— Supplied material —

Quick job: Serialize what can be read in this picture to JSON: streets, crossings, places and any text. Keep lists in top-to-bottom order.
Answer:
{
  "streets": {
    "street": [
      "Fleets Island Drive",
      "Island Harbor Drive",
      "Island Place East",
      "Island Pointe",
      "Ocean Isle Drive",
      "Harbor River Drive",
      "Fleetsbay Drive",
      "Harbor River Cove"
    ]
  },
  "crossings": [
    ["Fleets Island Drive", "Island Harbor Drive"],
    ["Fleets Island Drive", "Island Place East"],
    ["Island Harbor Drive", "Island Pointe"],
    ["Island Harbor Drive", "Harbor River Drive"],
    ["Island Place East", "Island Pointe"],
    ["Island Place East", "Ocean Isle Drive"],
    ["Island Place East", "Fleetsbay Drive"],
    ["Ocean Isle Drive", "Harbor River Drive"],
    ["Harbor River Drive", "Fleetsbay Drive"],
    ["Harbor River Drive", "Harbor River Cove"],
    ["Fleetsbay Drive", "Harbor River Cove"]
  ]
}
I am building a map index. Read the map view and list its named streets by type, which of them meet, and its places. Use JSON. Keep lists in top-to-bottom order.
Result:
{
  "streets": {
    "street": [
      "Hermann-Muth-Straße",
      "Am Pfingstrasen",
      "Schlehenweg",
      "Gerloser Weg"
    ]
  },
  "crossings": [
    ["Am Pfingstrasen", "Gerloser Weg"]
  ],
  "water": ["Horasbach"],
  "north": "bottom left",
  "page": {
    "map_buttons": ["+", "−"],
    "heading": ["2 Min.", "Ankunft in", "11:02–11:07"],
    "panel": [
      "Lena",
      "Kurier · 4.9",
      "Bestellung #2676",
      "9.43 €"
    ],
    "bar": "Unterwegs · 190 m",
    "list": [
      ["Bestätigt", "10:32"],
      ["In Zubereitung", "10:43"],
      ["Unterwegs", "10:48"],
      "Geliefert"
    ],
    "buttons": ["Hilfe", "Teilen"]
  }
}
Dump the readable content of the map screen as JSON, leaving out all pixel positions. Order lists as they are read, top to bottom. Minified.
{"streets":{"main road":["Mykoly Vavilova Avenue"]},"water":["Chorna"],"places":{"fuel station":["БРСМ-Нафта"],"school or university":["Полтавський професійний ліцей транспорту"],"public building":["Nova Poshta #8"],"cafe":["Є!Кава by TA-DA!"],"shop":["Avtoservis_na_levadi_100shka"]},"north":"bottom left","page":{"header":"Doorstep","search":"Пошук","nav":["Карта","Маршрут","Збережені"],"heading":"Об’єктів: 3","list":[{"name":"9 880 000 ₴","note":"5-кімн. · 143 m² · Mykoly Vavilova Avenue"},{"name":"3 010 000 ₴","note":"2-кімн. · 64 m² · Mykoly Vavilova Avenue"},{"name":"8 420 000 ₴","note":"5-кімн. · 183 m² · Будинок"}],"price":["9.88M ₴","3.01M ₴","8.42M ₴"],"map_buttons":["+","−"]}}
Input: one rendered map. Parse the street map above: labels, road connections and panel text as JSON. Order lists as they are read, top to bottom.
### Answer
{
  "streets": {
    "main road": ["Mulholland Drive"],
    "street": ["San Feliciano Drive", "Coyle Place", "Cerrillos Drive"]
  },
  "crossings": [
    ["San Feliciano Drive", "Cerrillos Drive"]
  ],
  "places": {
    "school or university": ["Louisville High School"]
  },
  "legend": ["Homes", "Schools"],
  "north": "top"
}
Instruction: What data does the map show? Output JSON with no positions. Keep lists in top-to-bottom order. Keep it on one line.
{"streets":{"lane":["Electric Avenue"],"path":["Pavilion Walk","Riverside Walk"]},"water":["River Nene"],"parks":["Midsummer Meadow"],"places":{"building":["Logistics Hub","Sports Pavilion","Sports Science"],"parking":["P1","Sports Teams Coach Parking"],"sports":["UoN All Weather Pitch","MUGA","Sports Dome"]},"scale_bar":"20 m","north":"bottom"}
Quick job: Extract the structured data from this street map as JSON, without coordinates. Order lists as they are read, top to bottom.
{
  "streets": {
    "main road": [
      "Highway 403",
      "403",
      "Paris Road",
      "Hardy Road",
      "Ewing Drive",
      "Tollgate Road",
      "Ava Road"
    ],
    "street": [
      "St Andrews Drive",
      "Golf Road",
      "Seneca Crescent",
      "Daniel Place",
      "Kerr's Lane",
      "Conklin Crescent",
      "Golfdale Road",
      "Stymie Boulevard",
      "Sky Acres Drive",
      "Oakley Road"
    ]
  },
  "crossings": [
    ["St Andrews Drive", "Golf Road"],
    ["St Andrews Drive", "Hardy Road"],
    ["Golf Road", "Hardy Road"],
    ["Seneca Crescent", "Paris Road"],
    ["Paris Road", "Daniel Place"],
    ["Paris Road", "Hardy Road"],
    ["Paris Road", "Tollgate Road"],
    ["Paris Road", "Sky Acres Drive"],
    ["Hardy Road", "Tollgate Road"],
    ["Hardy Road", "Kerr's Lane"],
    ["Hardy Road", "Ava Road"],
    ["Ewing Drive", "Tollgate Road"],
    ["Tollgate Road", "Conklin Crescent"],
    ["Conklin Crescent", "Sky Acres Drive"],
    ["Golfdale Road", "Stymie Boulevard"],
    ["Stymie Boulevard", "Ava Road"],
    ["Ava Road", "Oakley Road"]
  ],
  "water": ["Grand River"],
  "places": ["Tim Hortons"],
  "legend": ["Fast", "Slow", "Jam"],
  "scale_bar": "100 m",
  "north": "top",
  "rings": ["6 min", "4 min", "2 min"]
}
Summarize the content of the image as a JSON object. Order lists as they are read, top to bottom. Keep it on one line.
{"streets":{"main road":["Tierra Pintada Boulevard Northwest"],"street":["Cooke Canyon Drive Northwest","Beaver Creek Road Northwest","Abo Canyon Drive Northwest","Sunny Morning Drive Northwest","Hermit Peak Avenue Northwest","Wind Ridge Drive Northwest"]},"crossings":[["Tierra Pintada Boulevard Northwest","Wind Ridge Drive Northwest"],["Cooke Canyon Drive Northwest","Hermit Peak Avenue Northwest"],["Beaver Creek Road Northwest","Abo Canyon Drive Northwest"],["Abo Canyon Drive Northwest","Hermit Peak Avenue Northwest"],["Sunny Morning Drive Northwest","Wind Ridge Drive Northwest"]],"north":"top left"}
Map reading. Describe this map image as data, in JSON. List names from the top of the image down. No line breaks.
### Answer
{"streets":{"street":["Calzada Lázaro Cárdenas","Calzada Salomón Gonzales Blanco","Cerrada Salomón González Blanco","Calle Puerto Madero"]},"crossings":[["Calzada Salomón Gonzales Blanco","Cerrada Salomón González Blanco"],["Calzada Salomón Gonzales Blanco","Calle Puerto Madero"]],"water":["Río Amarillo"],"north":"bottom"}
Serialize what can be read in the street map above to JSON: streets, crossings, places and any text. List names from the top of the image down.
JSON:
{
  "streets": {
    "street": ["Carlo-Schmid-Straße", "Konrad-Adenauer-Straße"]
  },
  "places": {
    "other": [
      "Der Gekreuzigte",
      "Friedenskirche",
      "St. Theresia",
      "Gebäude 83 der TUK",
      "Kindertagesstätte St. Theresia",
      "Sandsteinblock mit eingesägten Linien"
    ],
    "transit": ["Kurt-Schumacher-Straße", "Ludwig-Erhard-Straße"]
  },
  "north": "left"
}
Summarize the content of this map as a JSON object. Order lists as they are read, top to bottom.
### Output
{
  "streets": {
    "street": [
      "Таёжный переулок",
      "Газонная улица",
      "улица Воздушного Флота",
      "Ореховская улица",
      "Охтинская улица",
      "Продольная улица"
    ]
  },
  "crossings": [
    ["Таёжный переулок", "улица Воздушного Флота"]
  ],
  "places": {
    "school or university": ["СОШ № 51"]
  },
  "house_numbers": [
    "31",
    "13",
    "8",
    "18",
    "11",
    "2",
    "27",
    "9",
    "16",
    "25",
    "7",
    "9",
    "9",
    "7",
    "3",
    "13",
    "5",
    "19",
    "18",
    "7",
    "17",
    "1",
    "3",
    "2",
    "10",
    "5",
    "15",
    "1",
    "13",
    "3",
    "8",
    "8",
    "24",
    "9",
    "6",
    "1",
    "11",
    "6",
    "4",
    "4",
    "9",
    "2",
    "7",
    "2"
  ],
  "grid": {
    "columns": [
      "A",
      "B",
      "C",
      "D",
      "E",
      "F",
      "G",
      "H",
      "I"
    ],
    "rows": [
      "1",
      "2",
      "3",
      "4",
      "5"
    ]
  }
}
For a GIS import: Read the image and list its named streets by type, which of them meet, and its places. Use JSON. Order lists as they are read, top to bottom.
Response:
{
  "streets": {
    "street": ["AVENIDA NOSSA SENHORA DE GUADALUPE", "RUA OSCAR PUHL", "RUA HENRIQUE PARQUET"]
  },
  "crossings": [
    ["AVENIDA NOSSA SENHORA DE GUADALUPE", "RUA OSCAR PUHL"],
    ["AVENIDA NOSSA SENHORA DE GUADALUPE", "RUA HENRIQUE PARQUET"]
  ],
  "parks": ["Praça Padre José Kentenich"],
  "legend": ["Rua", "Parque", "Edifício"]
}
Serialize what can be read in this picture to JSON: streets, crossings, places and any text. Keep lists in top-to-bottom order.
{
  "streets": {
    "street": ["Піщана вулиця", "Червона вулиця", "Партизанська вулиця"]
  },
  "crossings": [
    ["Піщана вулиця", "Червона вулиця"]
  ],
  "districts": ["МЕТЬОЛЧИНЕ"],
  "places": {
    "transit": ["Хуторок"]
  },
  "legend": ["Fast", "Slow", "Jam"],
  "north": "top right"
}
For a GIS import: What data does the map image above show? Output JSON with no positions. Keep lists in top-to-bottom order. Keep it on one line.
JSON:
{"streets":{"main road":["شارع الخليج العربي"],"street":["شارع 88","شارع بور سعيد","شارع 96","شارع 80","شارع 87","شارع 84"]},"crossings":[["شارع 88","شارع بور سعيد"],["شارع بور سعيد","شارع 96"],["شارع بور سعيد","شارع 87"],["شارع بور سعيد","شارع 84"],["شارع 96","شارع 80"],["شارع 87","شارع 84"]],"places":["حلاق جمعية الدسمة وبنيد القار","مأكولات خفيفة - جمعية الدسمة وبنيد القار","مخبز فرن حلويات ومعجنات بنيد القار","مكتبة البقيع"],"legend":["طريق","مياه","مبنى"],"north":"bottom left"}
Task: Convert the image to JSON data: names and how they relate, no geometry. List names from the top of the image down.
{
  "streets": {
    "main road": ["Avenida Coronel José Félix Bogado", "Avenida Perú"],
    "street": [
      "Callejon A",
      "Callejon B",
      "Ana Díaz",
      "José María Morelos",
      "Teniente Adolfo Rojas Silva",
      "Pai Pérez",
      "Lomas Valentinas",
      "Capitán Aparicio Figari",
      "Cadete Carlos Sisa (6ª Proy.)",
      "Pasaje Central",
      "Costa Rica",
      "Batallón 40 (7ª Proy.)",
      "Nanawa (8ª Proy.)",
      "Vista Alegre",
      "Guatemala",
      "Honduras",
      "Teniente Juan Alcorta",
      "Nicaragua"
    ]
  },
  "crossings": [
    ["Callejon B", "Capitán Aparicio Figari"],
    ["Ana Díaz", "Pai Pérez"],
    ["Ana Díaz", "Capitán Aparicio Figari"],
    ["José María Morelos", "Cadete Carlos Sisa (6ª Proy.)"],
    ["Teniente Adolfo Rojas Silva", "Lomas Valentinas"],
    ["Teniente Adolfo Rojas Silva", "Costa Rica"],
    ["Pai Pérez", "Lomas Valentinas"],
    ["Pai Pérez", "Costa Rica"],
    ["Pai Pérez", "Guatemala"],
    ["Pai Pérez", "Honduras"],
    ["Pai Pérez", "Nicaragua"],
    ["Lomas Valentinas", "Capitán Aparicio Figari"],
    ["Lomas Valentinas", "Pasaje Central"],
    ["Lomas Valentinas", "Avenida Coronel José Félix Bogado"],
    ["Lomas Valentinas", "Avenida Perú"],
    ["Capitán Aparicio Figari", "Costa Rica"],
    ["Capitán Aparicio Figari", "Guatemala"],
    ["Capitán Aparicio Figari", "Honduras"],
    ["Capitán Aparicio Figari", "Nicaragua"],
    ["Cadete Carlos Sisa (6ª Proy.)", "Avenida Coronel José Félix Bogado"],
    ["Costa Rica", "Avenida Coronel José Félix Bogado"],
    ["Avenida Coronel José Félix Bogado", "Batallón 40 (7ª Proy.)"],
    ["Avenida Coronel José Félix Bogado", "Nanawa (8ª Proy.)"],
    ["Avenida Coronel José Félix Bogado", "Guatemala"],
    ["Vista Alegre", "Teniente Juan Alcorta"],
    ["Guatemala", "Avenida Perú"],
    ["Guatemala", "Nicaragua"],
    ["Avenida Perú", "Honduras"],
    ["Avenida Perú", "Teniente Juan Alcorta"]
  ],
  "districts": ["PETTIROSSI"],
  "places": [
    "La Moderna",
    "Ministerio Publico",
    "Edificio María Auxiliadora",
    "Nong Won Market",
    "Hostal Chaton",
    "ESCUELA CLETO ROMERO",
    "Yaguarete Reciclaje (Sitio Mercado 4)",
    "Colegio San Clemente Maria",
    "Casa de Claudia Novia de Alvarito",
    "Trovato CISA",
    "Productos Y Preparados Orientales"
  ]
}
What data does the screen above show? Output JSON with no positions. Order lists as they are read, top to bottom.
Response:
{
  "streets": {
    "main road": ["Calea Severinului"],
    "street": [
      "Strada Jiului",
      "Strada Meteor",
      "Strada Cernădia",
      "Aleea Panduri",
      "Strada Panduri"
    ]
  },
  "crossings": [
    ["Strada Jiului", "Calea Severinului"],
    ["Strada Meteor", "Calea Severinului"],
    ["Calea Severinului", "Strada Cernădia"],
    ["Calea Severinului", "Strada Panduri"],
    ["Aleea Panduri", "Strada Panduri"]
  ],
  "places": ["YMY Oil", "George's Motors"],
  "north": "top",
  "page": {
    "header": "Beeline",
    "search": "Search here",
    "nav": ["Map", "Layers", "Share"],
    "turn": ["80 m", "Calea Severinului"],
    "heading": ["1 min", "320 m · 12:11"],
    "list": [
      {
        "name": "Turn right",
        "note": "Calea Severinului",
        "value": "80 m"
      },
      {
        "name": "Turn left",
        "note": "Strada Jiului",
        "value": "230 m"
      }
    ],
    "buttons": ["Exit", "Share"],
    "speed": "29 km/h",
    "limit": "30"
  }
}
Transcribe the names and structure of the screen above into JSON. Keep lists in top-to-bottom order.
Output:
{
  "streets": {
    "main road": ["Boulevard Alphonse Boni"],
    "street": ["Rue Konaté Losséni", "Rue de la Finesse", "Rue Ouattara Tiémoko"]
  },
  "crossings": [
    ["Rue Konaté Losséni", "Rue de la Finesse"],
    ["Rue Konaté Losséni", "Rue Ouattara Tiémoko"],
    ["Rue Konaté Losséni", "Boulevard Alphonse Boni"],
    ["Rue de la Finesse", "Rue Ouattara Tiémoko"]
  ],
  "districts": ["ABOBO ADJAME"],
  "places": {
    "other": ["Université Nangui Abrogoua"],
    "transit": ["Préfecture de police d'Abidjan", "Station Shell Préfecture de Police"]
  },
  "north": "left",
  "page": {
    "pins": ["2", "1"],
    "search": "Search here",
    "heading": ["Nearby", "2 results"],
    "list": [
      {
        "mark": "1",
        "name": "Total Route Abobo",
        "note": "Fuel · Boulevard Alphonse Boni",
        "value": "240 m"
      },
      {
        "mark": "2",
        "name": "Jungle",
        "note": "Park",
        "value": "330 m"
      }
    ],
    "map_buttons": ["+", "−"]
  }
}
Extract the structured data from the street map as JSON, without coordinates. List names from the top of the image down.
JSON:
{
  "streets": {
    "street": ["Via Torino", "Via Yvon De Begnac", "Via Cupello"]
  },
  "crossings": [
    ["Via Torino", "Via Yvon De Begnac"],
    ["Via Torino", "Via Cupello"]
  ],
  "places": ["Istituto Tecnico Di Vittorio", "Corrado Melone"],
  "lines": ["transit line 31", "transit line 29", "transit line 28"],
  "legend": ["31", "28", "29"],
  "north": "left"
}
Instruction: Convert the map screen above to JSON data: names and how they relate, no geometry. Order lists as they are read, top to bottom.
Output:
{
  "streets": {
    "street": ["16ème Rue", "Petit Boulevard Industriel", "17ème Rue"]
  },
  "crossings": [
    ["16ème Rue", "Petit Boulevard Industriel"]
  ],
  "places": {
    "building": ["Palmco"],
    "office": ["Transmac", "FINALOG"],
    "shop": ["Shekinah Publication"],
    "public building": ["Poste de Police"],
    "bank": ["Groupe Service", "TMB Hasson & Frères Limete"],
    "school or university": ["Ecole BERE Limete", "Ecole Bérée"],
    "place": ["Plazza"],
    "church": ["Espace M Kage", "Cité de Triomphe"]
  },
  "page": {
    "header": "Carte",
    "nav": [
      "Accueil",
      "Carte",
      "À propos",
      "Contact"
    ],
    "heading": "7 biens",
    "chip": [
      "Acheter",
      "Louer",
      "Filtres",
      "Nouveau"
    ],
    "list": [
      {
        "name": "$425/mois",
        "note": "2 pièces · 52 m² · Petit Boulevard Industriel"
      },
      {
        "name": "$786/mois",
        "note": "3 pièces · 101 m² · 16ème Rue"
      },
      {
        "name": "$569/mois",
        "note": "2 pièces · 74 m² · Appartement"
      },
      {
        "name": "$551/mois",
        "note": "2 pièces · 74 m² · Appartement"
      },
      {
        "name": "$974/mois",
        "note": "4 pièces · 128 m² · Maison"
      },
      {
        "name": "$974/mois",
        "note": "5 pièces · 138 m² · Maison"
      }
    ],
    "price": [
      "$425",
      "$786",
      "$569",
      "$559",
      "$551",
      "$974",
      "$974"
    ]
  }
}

— Work to complete —
Check the entries above line by line and return each one containing the word "import".

— Result of this exercise —
For a GIS import: Read the image and list its named streets by type, which of them meet, and its places. Use JSON. Order lists as they are read, top to bottom.
For a GIS import: What data does the map image above show? Output JSON with no positions. Keep lists in top-to-bottom order. Keep it on one line.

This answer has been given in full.